Your goal. Show every line below where "bottom" can be found.

Stored items.
★ ★ ★ ★ ★
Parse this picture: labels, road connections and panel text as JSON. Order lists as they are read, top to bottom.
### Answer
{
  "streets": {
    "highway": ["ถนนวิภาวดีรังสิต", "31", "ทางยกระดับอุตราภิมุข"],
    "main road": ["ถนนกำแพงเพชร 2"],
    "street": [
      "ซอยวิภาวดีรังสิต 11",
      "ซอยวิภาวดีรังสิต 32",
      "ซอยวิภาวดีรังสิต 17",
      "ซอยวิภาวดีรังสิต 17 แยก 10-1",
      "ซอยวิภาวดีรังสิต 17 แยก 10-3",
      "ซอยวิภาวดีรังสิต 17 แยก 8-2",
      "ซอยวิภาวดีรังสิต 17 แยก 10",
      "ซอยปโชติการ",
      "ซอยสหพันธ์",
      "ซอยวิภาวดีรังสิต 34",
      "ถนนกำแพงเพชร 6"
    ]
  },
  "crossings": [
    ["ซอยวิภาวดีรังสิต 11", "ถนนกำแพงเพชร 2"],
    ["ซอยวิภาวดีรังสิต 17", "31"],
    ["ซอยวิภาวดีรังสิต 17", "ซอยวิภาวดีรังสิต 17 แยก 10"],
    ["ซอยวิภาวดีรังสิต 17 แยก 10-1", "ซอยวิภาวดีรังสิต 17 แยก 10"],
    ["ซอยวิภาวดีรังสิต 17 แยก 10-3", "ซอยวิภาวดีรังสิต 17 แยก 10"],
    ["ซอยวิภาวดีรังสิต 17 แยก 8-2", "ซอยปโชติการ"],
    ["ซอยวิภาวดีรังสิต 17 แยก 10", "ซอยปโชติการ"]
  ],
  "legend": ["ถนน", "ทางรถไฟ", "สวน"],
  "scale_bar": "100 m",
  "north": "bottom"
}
★ ★ ★ ★ ★
Output of the task.
Parse this picture: labels, road connections and panel text as JSON. Order lists as they are read, top to bottom.
  "north": "bottom"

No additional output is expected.